We thought we’d have the place to ourselves, but as we park up we see that the whole valley (Vallee Etroite or Valle Stretta) is full of people enjoying walks, picnics, throwing balls about, it’s very nice to see a natural site so well used by people, and because it’s huge, it doesn’t impact us at all. We leave the car at the highest point we can leave it, right by the little huddle of chalets around the Refuge of the Re Magi. On our right is a lovely blue running river lined with larches, on our left high tree-covered slopes capped with snow at the top, and the valley ahead of us under a bright sunshine. We set off up the path between grassy fields dotted with giant white anemones and yellow cowslips. We have to ford two little streams (Zaza is looking at everything with wide eyes), then cross a bridge over the running torrent. At one point the path is obstructed by an old avalanche so we have to clamber over it and Zaza has her first touch of snow!
Then it’s up and up through the trees, and finally at the top we glimpse what we came for: the green lake! We excitedly make our way down towards it and take in its full glory: its colour is a deep turquoise on the right, and a vibrant green on the left. In its crystal clear water, many tree trunks are clearly visible like a strange underwater architecture, and between the submerged branches trouts lazily swim about. The colour, we learn, is caused by algae which grow on the trunks. We are not the only people who have come here today, and there are many people having picnics, admiring the lake, trying to control their kids and/or their dogs. In the corner, a few beers are sat cooling in the glacial water and I lick my lips with envy!
It’s a truly magnificent site. After this, the way back downhill is easy, Eliza receives adoration from many hikers walking the other way and we reach the refuge thoroughly happy, but very hungry!
Zaza meanwhile is in need of a nap, so of course she’s acting up; we order a very typical plate of polenta amid screeches and wriggles and grabbing of all things reachable. Unfortunately the polenta is finished, the waiter informs us, so we make sad noises and have sad faces… So sad, in fact, that the chef pokes his head through the door of the kitchen and says he’ll make us some polenta alright, he may still be able to cobble together a plate with cheese and a plate with meat. Yay! The plates arrive; one is covered entirely with melted mountain cheese, the other with a mixture of all the types of meat the chef had left: pieces of sausage, pieces of spicy salami, bits of venison, all in a delicious tomato sauce. It’s actually really delicious!

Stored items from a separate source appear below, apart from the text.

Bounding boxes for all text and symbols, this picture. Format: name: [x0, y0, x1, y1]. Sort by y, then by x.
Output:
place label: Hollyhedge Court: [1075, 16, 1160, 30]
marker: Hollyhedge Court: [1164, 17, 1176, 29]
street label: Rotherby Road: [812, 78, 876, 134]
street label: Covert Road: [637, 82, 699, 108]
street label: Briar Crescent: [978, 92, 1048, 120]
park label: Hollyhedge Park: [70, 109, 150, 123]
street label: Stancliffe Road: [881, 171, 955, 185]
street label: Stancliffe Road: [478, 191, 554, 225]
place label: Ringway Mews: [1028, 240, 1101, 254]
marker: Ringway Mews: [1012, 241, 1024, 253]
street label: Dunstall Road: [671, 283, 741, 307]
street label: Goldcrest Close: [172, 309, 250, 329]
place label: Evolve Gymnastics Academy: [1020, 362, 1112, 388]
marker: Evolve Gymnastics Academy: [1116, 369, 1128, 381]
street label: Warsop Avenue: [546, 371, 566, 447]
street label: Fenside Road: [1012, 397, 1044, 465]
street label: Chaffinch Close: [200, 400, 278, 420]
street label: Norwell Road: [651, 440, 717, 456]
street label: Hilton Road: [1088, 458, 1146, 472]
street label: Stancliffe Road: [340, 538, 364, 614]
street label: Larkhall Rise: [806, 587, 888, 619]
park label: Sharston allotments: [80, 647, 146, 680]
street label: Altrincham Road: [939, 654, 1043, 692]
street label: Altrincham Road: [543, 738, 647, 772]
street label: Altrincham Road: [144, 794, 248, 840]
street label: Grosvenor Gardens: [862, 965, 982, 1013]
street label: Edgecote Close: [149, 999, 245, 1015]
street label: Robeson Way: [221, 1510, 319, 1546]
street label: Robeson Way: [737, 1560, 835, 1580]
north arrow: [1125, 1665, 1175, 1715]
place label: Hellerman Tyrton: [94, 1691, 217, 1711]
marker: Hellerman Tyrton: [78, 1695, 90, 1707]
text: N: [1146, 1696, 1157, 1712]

Juggling Eliza and food between the two of us, we manage this lunch in good time, considering, and all too soon it’s time to head back to the car.
Now, we’re confused by the various maps we’ve seen of the area, both online and on paper, because they don’t seem to agree whether there’s an actual crossing into France proper here, or whether we’ve got to double back to Montginevro… but as we go down the mountain we see the road we need! It’s called the Ladder Pass (col de l’echelle), it’s a tiny road, and it’s magnificent.
The car is a brave and valiant machine, and it takes us up super steep slopes, through super tight bends, rock tunnels and past sweeping views over the Alps. Finally we’re well and truly in France, going through small villages which do look subtly different to Italian ones actually, and towards our destination in La Grave, in the Meije massif. The arrival towards La Grave through the Lautaret Pass is so sublime I’m struggling to describe it with words; on all sides are snow-covered peaks and impressive rock faces, and as we near the village we’ll be staying in, just before La Grave, we’re passing the most vertiginous black slopes of slate, and in the distance the narrow gorge on the side of which perches La Grave fades into deep green then black. Wow!